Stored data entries

++++++++

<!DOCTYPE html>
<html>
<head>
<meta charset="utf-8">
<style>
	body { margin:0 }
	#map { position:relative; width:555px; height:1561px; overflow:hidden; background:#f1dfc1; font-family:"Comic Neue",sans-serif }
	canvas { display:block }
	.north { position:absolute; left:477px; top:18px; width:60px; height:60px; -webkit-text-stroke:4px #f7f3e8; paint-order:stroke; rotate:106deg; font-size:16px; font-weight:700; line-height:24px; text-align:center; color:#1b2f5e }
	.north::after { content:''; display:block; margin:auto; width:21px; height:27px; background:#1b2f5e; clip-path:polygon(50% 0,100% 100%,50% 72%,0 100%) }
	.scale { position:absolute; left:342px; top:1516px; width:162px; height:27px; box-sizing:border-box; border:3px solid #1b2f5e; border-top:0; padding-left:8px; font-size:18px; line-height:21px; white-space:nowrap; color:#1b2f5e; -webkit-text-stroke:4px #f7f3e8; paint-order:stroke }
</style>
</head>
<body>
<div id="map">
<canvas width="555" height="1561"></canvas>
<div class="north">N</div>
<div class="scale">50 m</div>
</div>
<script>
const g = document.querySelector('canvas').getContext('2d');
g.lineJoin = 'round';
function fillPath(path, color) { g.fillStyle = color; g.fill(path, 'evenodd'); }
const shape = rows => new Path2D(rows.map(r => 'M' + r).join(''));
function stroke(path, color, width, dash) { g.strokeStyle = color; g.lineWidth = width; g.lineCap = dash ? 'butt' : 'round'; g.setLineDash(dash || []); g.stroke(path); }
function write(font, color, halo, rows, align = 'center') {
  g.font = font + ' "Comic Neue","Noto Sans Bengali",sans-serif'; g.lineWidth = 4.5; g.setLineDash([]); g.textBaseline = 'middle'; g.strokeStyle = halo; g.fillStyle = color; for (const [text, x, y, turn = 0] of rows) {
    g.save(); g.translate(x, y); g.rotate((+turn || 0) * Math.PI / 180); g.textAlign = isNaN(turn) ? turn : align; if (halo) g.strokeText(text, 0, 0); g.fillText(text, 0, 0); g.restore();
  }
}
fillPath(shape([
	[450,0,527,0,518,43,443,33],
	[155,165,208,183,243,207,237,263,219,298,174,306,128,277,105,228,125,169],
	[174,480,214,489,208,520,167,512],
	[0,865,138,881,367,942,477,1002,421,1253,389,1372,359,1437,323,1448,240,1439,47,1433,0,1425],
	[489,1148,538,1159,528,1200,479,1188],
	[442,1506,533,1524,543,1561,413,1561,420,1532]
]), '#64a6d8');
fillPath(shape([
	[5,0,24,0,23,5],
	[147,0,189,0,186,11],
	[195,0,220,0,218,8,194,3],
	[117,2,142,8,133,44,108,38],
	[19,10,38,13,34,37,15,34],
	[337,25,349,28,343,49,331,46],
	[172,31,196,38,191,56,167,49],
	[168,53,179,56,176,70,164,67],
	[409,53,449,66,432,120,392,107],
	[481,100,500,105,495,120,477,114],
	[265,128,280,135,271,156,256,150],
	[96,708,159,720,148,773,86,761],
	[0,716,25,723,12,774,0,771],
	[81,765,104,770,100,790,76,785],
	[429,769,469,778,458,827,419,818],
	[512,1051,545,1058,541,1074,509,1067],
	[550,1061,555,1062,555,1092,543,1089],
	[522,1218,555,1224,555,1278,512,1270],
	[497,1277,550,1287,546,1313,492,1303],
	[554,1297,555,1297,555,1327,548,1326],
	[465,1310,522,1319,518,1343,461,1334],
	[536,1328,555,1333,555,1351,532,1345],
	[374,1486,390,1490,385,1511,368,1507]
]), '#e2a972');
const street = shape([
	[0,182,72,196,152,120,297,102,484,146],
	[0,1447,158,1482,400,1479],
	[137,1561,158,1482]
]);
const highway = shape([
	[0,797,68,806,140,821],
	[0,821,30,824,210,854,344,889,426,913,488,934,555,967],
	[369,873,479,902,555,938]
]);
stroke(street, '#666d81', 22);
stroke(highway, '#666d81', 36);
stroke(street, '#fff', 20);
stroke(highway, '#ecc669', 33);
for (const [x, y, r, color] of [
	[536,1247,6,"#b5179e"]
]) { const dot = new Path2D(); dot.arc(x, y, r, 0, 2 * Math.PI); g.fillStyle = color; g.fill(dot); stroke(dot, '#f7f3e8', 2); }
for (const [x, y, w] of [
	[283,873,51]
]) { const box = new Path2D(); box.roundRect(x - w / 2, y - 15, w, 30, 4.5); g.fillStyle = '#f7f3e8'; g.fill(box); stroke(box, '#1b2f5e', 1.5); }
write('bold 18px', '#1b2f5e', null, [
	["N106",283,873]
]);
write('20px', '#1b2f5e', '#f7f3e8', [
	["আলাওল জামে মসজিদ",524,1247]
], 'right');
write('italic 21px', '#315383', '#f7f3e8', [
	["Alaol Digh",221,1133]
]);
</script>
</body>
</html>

++++++++

WORK ORDER: Only the lines above from the one with "const g = document.querySelector('canvas').getContext('2d');" up to and including the one with "const shape = rows" should be repeated, exactly as written.

WRITTEN SOLUTION:
const g = document.querySelector('canvas').getContext('2d');
g.lineJoin = 'round';
function fillPath(path, color) { g.fillStyle = color; g.fill(path, 'evenodd'); }
const shape = rows => new Path2D(rows.map(r => 'M' + r).join(''));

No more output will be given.